_Information supplied_:
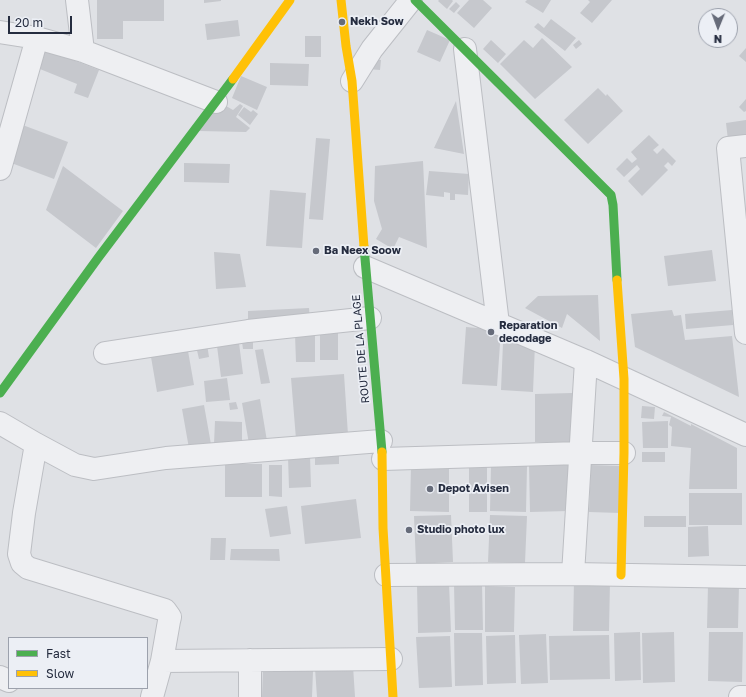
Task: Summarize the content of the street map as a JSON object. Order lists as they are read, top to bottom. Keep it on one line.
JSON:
{"streets":{"street":["ROUTE DE LA PLAGE"]},"places":["Nekh Sow","Ba Neex Soow","Reparation decodage","Depot Avisen","Studio photo lux"],"legend":["Fast","Slow"],"scale_bar":"20 m","north":"bottom"}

_What you are asked to do_: Omit the pictures and reproduce the listing exactly.

_The answer_:
Task: Summarize the content of the street map as a JSON object. Order lists as they are read, top to bottom. Keep it on one line.
JSON:
{"streets":{"street":["ROUTE DE LA PLAGE"]},"places":["Nekh Sow","Ba Neex Soow","Reparation decodage","Depot Avisen","Studio photo lux"],"legend":["Fast","Slow"],"scale_bar":"20 m","north":"bottom"}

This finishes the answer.